Showing posts with label bowker. Show all posts
Showing posts with label bowker. Show all posts

Tuesday, 8 October 2013

Big Data / Little Data: The practical capture, analysis and integration of data for publishers

Laura Dawson, from Bowker, leans in.
Laura Dawson from Bowker provided the ultimate 'Data 101' for publishers at the Big Data/Little Data session at Frankfurt Book Fair's Contec conference.

She cautioned that data doesn't stop with getting something on Amazon.
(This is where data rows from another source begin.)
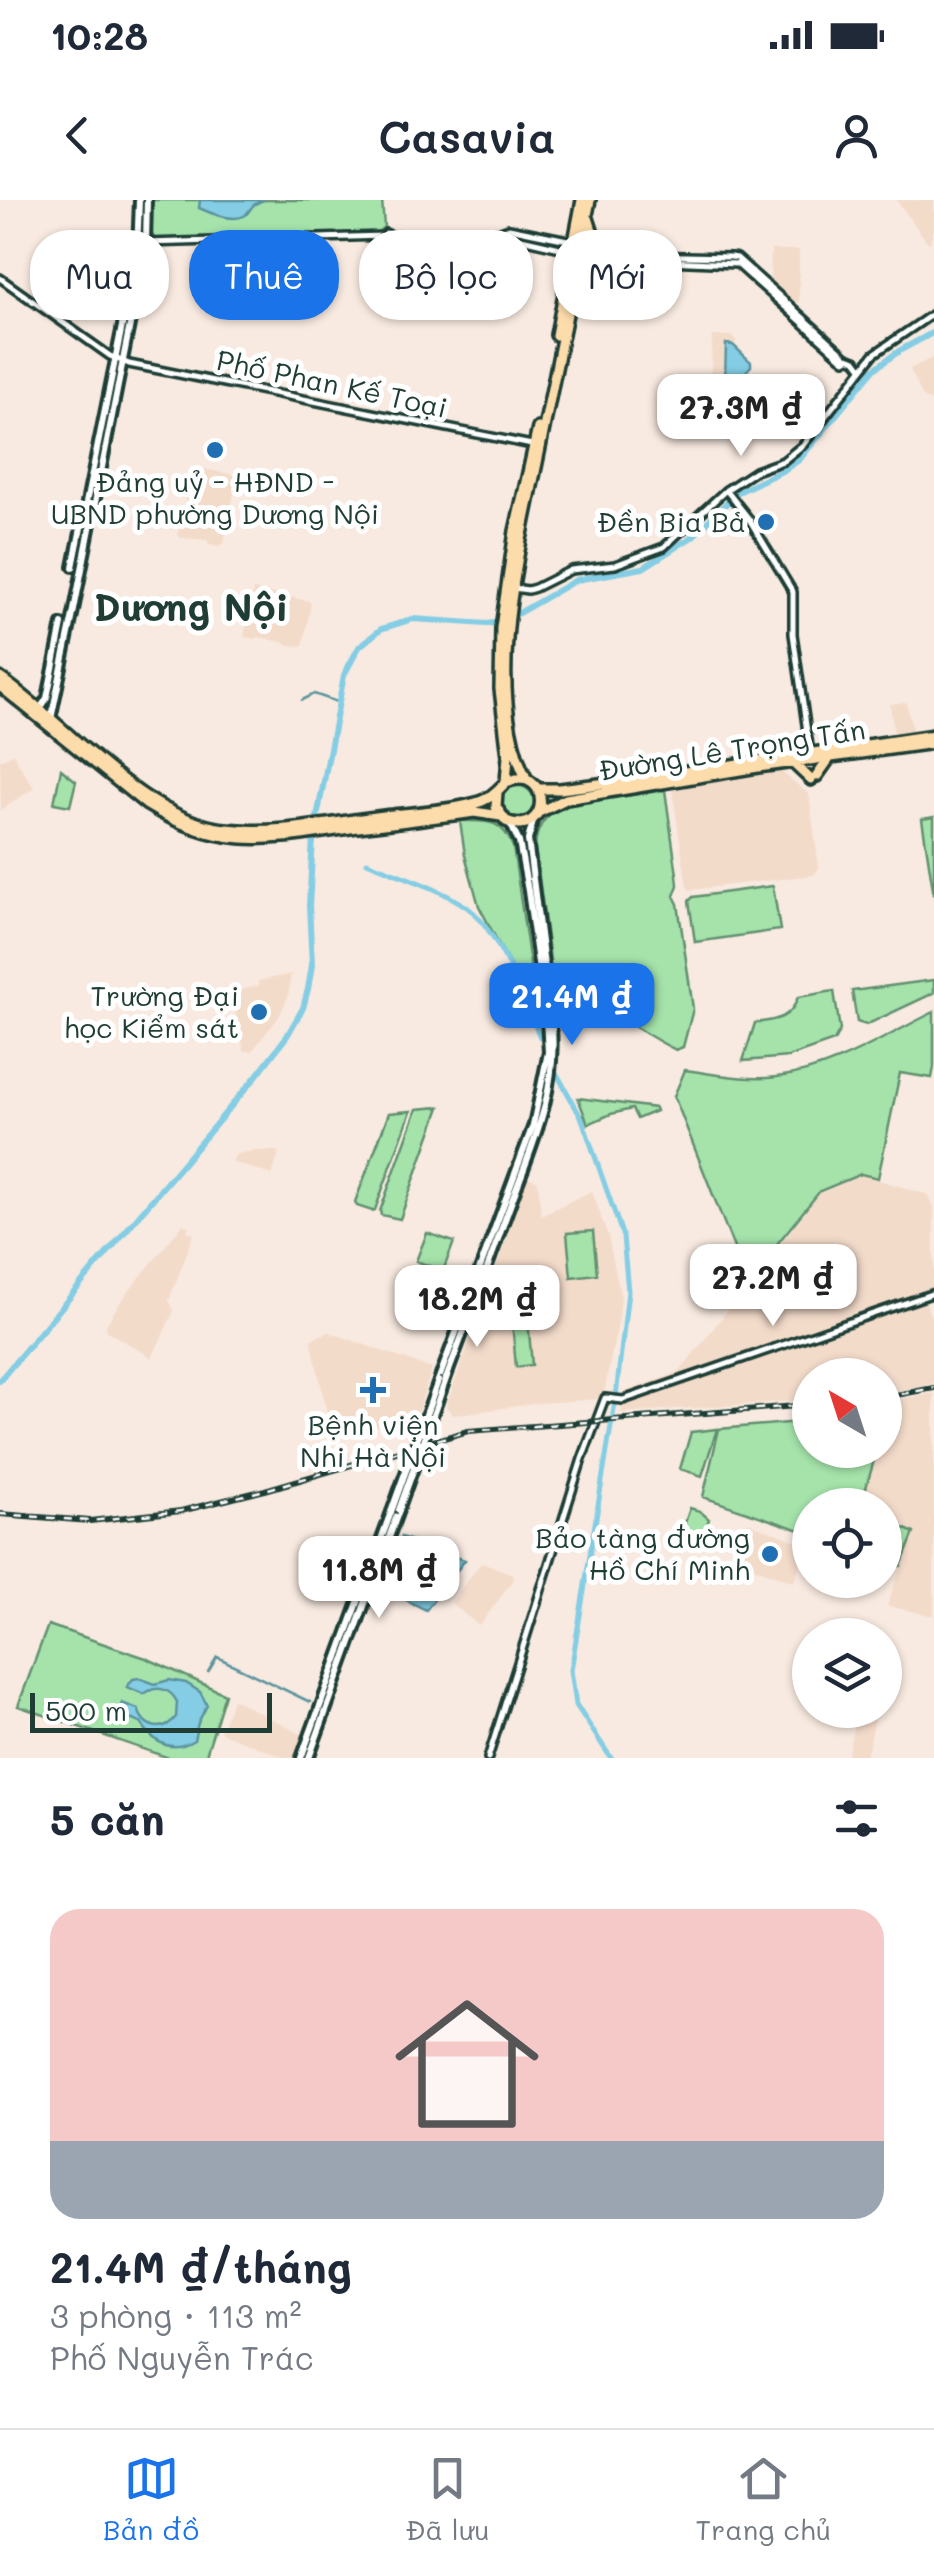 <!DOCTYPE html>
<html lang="vi">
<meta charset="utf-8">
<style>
:root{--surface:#fff;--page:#f2f2f3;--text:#1f2937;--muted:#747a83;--line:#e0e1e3;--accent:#1a73e8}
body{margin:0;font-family:Mali,sans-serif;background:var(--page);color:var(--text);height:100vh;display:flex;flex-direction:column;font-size:38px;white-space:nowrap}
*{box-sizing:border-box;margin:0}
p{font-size:32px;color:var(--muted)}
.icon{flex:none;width:55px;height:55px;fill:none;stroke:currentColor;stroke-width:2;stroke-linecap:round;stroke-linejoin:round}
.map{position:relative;height:1558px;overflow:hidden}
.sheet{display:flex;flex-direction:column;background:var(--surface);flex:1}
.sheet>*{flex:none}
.top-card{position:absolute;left:30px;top:30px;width:875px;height:90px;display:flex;gap:20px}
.needle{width:65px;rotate:321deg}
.controls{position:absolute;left:792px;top:1158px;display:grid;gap:20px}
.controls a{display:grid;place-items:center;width:110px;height:110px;border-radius:50%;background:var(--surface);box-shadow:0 2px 8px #0004;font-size:50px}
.scale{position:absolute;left:30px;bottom:25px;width:242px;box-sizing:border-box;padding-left:10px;border:5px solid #1f3d34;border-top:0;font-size:28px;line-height:35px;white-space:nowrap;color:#1f3d34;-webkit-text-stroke:8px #fff;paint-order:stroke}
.price{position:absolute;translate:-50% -85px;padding:0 22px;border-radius:20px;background:#fff;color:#222;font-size:32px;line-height:65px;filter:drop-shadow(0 2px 5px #0008)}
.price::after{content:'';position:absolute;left:50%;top:60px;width:30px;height:22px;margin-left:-15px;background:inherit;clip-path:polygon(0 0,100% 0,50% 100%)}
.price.on{background:var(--accent);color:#fff}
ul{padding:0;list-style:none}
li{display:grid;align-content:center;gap:20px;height:530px;padding:0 50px}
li+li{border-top:2px solid var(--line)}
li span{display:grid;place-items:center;height:310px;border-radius:30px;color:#555}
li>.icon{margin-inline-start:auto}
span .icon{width:180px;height:180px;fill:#fffc;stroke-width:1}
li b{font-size:42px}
h2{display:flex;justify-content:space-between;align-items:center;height:120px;padding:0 50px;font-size:42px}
.tag{padding:0 35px;border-radius:40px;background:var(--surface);box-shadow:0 2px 8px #0004;font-size:35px;line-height:90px}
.tag.on{background:var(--accent);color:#fff}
.status{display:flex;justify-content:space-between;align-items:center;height:70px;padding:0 50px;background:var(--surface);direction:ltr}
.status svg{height:28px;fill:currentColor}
header{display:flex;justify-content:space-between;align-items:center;height:130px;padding:0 50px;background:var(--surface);font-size:45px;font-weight:600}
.tabs{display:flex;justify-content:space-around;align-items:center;height:140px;border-top:2px solid var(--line);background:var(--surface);font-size:28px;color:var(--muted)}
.tabs a{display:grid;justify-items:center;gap:5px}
.tabs .on{color:var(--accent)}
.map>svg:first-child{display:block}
.built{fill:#f3dbca}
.green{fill:#a5e3ab;stroke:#629070;stroke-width:2.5}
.water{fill:#84cde4;stroke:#5c939e;stroke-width:2.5}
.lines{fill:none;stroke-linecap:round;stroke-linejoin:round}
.shore{stroke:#47777a;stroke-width:2.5}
.stream{stroke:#5c939e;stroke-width:2.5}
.canal{stroke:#84cde4;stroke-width:5}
.river{stroke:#84cde4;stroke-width:6}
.tertiary-casing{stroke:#1f3d34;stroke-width:12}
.secondary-casing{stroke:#1f3d34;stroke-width:14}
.primary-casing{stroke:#1f3d34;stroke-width:16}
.tertiary{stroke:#fff;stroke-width:5}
.secondary{stroke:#fff;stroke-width:6}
.primary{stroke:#fddcac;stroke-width:9}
.rail-casing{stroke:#1f3d34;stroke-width:6}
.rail{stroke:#fff;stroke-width:2.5;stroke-dasharray:8;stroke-linecap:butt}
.secondary-bridge-casing{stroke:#1f3d34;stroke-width:14;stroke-linecap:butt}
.secondary-bridge{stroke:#fff;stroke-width:6}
.poi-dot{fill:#1f6fb2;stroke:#fff;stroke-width:4}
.labels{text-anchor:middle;stroke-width:10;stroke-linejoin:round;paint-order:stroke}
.street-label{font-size:28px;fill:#1f3d34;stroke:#fff}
.poi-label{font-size:28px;fill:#1f3d34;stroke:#fff;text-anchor:end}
.district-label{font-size:38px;font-weight:bold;fill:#1f3d34;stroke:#fff}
</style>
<div class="status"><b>10:28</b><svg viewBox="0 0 49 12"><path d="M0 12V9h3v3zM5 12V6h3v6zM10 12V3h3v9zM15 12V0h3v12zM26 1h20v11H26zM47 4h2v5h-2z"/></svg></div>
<header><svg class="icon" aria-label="back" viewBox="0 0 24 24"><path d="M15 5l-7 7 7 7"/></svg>Casavia<svg class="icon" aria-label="person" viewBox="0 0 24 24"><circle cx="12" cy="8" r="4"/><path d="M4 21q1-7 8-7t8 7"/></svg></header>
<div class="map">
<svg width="934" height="1558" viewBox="0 0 934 1558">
<rect width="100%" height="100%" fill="#f8eae0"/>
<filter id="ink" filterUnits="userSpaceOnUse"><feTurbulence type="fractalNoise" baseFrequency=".01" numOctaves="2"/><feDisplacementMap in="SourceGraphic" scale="20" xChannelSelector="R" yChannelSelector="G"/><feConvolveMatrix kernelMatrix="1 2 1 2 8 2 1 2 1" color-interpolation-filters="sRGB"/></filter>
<g filter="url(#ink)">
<path class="built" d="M896 0H934V29L930 42 928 43Z
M771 50H799V102L795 105 770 82Z
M714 136H731L737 141 733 145 726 144 729 179 735 180 740 184 717 209 710 202 712 138Z
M934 157V203L923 198 910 169Z
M194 267 235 275 237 278 224 343 220 346 209 344 208 340 181 338 178 334Z
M253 390 309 401 311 404 303 446 288 445 286 443 260 437 255 439 244 437Z
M906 502 913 532 894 535 890 504Z
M13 554 34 588 1 610 0 560Z
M779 570 809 594 819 668 814 675 690 690 687 687 672 589Z
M291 774 288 797 279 817 252 851H244L231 792 259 786 258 781Z
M253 951H277L279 954 272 975 232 962 236 954Z
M862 975 929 995 934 1008V1091L923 1095 934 1125V1184L885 1193V1175H810V1200L621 1213 625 1192 679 1172 820 993Z
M528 977 538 981 541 1015 592 991 608 1036 621 1098 618 1122 604 1194 601 1199 540 1203 453 1215 446 1207Z
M183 1024 189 1027 187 1031 194 1034 169 1100 174 1111 152 1158 107 1131 106 1125 121 1101Z
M329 1132 432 1169 418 1211 403 1223 331 1232 311 1139Z
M934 1193V1416L887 1406 913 1333 885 1320V1305H861L877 1250H885V1220L890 1201Z
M747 1322 801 1343 805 1349 794 1382 734 1360Z
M484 1363 513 1374 515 1377 481 1424 478 1425 451 1403 480 1364Z
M233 1499 303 1535 296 1558H285L220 1532Z
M857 1510H877L866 1558H847Z"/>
<path class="green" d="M151 0H382L384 27 378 32 369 33 162 40 155 39 151 33Z
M61 569 76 581 70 606 54 603Z
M502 602a16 16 0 1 1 32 0a16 16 0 1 1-32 0Z
M665 590 677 675 678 685 674 696 678 704 693 809 683 847 676 850C649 838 623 815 594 809 578 806 567 809 555 798L535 647C538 604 574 603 608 598 627 596 646 593 665 590Z
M934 617V696L922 619Z
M460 621C487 621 502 618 513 647L538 819 479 706 465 655Z
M773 686 780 730 695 742 689 701 693 697Z
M934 780V793L866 825 857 822 852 791Z
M834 791 840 830 834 841 788 857 743 861 755 823C776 820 791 819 798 797Z
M934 812V867L932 878 900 873 878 978 861 974 820 991 747 1081 674 896 685 870C715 874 747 881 777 877 833 870 885 836 934 812Z
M578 898 655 908 656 911 637 919 632 909 611 914 588 924Z
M440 907 400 1019 381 1015 380 1011 417 909Z
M411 911 375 1010 372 1011 357 1006 355 1002 389 913Z
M593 1031 597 1074 571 1077 567 1033Z
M427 1033 454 1042 443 1071 416 1061Z
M413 1075 439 1084 431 1108 407 1099 405 1093Z
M527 1109 532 1165 516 1167 511 1110Z
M810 1221V1250H877L861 1305H810V1324L803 1331 703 1297 719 1229Z
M717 1229 702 1276 680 1269 691 1232Z
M690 1308 700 1311 709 1319 699 1347 679 1340Z
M885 1320 914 1333 901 1366 885 1361Z
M369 1345 370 1347 355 1387 350 1386 337 1359Z
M48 1425 146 1458 225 1494 205 1558H169L18 1506Z"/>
<path class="water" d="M200 0H264C248 5 252 11 244 16 232 22 210 13 199 8Z
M726 144 733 145 751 162V166L737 181 725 178Z
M401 1337 465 1360 426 1410 382 1388Z
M139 1478 155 1484 169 1480 186 1483 200 1492 207 1505 198 1523 194 1540C171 1554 154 1543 141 1523L121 1516 119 1510 122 1503 138 1509C144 1529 163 1533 176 1517L177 1502C170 1488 157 1485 144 1494L127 1487 133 1479Z"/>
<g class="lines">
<path class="shore" d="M409 1351 445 1365 444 1370 423 1396 396 1383 405 1354Z"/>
<path class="stream" d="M302 500 314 494 340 503
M208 1472 217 1457 310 1502"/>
<path class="canal" d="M367 662C397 675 450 691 473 712 499 735 527 804 540 837
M557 874 582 919 623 1037 628 1091 616 1196 571 1470 576 1505 611 1558"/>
<path class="river" d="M0 1180 254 879 287 836 303 808 308 789 312 765 309 706 313 639 344 475 359 447 381 429 413 419 487 424 505 421 576 380 643 368 692 337 738 292 784 270 799 260 873 170 899 151 934 132"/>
<g class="tertiary-casing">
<path id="tertiary" d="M386 33 390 35 389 39 384 37Z
M391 36 498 32 509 28 641 55 731 57 737 58 848 158 845 160 841 157 737 64 641 60 599 52 569 50 508 36 500 32
M146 43 384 36
M0 78 110 156 129 164 532 245
M848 157 856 160 862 168
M726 290 749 319 793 392V434L810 553
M513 388 528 390 535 388 571 370 615 365 664 347 726 290 755 271 783 261 804 244 874 154 934 113
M488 1558 582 1259 605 1198 623 1200 934 1093"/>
</g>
<g class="secondary-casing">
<path id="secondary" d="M73 367 137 52 139 0
M40 509 47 498 62 424
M51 519 74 410 146 43 147 0
M446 1179C468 1121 489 1064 510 1006 532 946 557 894 552 828L528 640 534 618
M438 1181 533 925 548 852 546 820 528 691 519 642 510 623
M301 1558 391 1312
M309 1558 399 1310"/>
</g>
<g class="primary-casing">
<path id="primary" d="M579 72 599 52 588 18
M556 135 582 0
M0 478C67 524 142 620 225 629 277 635 332 622 384 616 410 613 459 610 482 601 492 597 498 590 506 582
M0 486 147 605C222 651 267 640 350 628 391 623 433 618 474 612L501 616
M792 562 811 580
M817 576 831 556
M527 580C481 490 521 343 540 248 556 165 574 83 590 0
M506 582 508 556 500 489 501 428 515 331 538 228
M538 589H560L638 579 934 535
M497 592 496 607 506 621C552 639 552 563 506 582
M539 612 566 599 758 567 934 543"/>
</g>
<use href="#tertiary" class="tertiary"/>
<use href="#secondary" class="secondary"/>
<use href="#primary" class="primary"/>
<g class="rail-casing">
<path id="rail" d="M885 1197 934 1188
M0 1314 90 1321 181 1311 265 1290 468 1231 810 1205"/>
</g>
<use href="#rail" class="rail"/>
<g class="secondary-bridge-casing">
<path id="secondary-bridge" d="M399 1310 446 1179
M391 1312 438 1181"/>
</g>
<use href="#secondary-bridge" class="secondary-bridge"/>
</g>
</g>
<g class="poi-dot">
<circle cx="215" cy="250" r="10"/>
<circle cx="766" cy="322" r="10"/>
<circle cx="259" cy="812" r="10"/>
<path d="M368 1175h10v10h10v10h-10v10h-10v-10h-10v-10h10z"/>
<circle cx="770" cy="1354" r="10"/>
</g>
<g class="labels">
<g class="street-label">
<text transform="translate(332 184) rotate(12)" y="10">Phố Phan Kế Toại</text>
<text transform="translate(732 550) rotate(-9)" y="10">Đường Lê Trọng Tấn</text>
</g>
<g class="poi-label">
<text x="215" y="292" text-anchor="middle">Đảng uỷ - HĐND -<tspan x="215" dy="32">UBND phường Dương Nội</tspan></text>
<text x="746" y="332">Đền Bia Bà</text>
<text x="239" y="806">Trường Đại<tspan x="239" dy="32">học Kiểm sát</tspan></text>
<text x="373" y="1235" text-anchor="middle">Bệnh viện<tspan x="373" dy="32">Nhi Hà Nội</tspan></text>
<text x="750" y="1348">Bảo tàng đường<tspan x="750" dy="32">Hồ Chí Minh</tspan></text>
</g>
<g class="district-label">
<text x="191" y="421">Dương Nội</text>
</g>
</g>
</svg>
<div class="controls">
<a><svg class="needle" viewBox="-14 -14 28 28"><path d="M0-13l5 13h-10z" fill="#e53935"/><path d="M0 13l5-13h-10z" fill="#747a83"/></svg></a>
<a><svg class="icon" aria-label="locate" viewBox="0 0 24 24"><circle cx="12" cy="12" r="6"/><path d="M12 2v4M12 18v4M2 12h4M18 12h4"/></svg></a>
<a><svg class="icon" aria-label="layers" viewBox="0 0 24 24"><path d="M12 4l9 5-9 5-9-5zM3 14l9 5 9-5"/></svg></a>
</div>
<div class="scale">500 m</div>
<b class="price" style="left:741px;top:259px">27.3M ₫</b>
<b class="price on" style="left:572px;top:848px">21.4M ₫</b>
<b class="price" style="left:773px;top:1129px">27.2M ₫</b>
<b class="price" style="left:477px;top:1150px">18.2M ₫</b>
<b class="price" style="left:379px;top:1421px">11.8M ₫</b>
<div class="top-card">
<a class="tag">Mua</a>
<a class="tag on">Thuê</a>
<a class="tag">Bộ lọc</a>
<a class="tag">Mới</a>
</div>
</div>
<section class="sheet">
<h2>5 căn<svg class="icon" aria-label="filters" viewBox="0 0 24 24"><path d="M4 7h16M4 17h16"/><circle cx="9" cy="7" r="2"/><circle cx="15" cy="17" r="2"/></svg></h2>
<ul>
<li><span style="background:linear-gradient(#f6c9c9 75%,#9aa5b1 0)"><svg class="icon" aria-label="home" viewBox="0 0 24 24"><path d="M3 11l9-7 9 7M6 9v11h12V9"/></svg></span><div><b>21.4M ₫/tháng</b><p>3 phòng · 113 m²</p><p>Phố Nguyễn Trác</p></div></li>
</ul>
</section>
<nav class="tabs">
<a class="on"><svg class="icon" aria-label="map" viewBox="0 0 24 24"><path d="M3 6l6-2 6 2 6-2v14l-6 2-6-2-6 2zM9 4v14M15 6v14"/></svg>Bản đồ</a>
<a><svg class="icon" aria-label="saved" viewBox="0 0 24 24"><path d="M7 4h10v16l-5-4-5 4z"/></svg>Đã lưu</a>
<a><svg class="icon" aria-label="home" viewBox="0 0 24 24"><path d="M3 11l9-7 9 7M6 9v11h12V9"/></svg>Trang chủ</a>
</nav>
They have tracked the explosion in the amount of books. In the United States there were 900,000 books in print in 1999. This grew to 28 million in 2013. Information is on a massive scale. We are swimming in it.

There is a problem and opportunity in this abundance. The problem is with fluidity - all this information is out of the container. Abundance, persistance and fluidity lead to issues with discovery.

There are four different types of metadata:

  1. Bibliographic: basic book information, the classic understanding of metadata.
  2. Commercial: tax codes, proprietary fields.
  3. Transactional: inventory, locations, order and billings, royalties, etc.
  4. Merchandising: descriptive content, marketing copy, consumer oriented content.

Part of the challenge of managing metadata are the many different sources. There are publisher prepared files, publisher requests (typically email), data aggregators (e.g. Bowker), social reading sites, online and offline retailers and libraries (remember them?).

Other complicating factors for digital metadata include differential timing (physical books require 6 months prior, digital upon publication). There are different attributes and more frequent price changes. Conversions are often outsourced and, in relative terms, this is a whole new process.

Current metadata practices tend to include creation in 4 primary departments (editorial/managing editorial, marketing, production and creative services). Management responsibility varies by sender. Most publishers treat publication as end date for updates (although this is changing). Complete does not mean accurate, inspection is limited. And prepping metadata is somewhat ad hoc. But it's not all bad news. Many publishing houses are now looking at metadata as a functional map. They are examining the process and putting all data into a metadata repository.

Best practice in organising metadata is emerging. You need a hub - a single source of truth for your data able to deal with multiple contributors and multiple recipients. Design defined roles and provide a single source. Identifiers are much more efficient to search engines than thesauri. Text matching doesn't work across character sets or even languages that use the same characters.

There are a number of codified representations of a concept that should be used as they are helpful to search engines as they are short cuts:


Machine language is key. Codes are easier to process than text, faster and less complex. Codes are unambiguous. Natural language evolves and is more unstable. You can use linking data sets using ISNI. Content's new vocabulary is based upon:

  • structured content
  • linked data/linked open data
  • the semantic web
  • ontology
  • Good Relations - an ontology devised specifically for describing products for sale
  • RDF - Resource Description Framework
  • and data visualisation.

Tuesday, 9 October 2012

Tools of Change Frankfurt Key Note 1: Jo Henry on Consumer eBook Monitor Data

The (ebook) world according to Bowker
For the first session at Tools of Change conference on the eve of the Frankfurt Book Fair, Jo Henry from Bowker presented an overview of their Consumer eBook Monitor data.

Who are downloading ebooks? In general, they are male and a third to a half are under 35. The majority live in urban/surburban areas and half to three quarters are in work. A third have a degree (although this rises to 90% in India).

Future trends include i) moving towards more even male/female split; ii) becoming older with more 35+ in most markets; and iii) increasingly suburban. India is a massive market however the US is still the biggest market. There is a long tail across to New Zealand, with a small population and low growth.

Other interesting trends include:

  • engagement in ebooks is not slowing print purchases
  • heavy book buyers are usually promiscuous and buy/borrow from all channels
  • 10% of people who were not buying print books are buying ebooks

What is the role of free in the digital world? Free is driving engagement with paid digital content. If you are a free downloader you are two and a half times more likely to buy print while still downloading, unless you are in India or South Africa. In this survey they also asked about piracy. India and Canada are low in the 'never would download illegally'. Some consumers are conflicted and might consider downloading illegally if they couldn't get a legitimate copy.

Where there is a young market, the device most used for e-reading is a PC. The markets who've adopted e-reading devices most enthusiastically are Canada and the UK. There is also a significant number who read using mobile. Amazon has the strongest market share in the UK, US and New Zealand while Canada have a higher proportion from Kobo.

Attitudes to pricing are fairly consistent: consumers say they should be cheaper than print books. In most markets they think the ebook should be 50% of hardback and c.70% of paperback for adult fiction except in India where value is perceived to be more than print. For debut author prices need to be cheaper.

She concluded with the following observations:

  • growth rates are fast - particularly in emerging markets
  • engagement with ebooks doesn't always reduce print spend
  • free is driving the ebook market
  • the biggest players don't always dominate the market
  • 'E' is regarded as less valuable than 'P'.